I guess what I'd like to see is a team of engineers who are prepared to
take up that kind of challenge. What does the average driver need to get
on the road. What can we do to remove the obstacles in his way.
If anybody is interested in working in that direction, that's certainly
the way I'd like to go.
But I do think we need another forum for doing this, so we don't get in
the way of the guys who are working on building an even better mousetrap
than what's already there.
Exactly what that forum could be is something I'm still not clear about.
All ideas greatly appreciated.
I believe that you'll be customizing OFBiz within a day of research,
just like I did. Just like many folks here did, I believe.
Join us! (or *hynotically* "join... us... join... us..."). Heh.
I appreciate your encouragement and think you're probably right.
But I really do believe that somebody has to step back from all this and
play the average driver on the forecourt.
I believe this is the most useful thing I can do at the moment and am
determined to try and keep doing it until somebody chucks a spanner in
my works :)
Well, my boss (and previous bosses) will probably tell you I can be
irritating when I kept trying to make a software engineer out of him.

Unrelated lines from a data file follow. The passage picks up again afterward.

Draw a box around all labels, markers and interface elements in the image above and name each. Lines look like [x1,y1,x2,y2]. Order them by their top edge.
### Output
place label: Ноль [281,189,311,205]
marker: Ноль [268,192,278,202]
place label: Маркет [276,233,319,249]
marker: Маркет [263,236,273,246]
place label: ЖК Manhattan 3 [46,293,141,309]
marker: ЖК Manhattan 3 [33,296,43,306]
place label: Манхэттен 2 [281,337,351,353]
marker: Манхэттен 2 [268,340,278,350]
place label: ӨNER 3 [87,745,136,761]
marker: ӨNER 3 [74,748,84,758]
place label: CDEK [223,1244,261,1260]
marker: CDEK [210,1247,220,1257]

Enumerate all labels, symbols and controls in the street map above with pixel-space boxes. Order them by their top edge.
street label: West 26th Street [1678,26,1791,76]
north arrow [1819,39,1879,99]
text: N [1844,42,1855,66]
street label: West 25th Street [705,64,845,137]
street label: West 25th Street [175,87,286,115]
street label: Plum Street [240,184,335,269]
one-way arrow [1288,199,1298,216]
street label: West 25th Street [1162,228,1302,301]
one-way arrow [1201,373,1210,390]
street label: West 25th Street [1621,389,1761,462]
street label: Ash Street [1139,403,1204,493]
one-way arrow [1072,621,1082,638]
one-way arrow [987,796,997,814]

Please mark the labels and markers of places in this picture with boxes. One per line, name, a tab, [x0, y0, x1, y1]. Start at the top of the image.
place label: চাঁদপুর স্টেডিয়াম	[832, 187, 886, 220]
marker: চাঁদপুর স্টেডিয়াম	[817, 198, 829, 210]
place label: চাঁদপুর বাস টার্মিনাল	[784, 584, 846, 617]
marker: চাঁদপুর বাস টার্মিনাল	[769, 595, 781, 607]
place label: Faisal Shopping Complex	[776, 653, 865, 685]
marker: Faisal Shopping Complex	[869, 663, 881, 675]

But I'm seriously telling you that OFBiz is a solid framework you can
easily build on/with. No kidding.
I have absolutely no doubt about that too.
We just need to get the documentation and user manuals in place...
Absolutely my opinion too.
That's alright. You can help to testdrive and complain! I love
complainers! That's the best way I'll know to fix something.
Great. So how do we begin?
> For the past few years I've been installing Open Source e-commerce for
> SMEs. It's a huge and expanding sector. 150,000 members on
osCommerce and Zen
> Cart forums alone! With up to 2,000 online at any one time! But the
problem
> they are all now facing is, now they have a successful website, how
do they
> integrate the back end with in-house accounting and POS? Which is how I
> discovered OFbiz in the first place.
Oh? I didn't realize that. Yeah, if you need help taking on that piece
of pie, we can help each other. But you might have to go through my
boss first.
OK. So what do I have to do? Flying out to Singapore is not an option
for me at the moment. What would your boss need me to do?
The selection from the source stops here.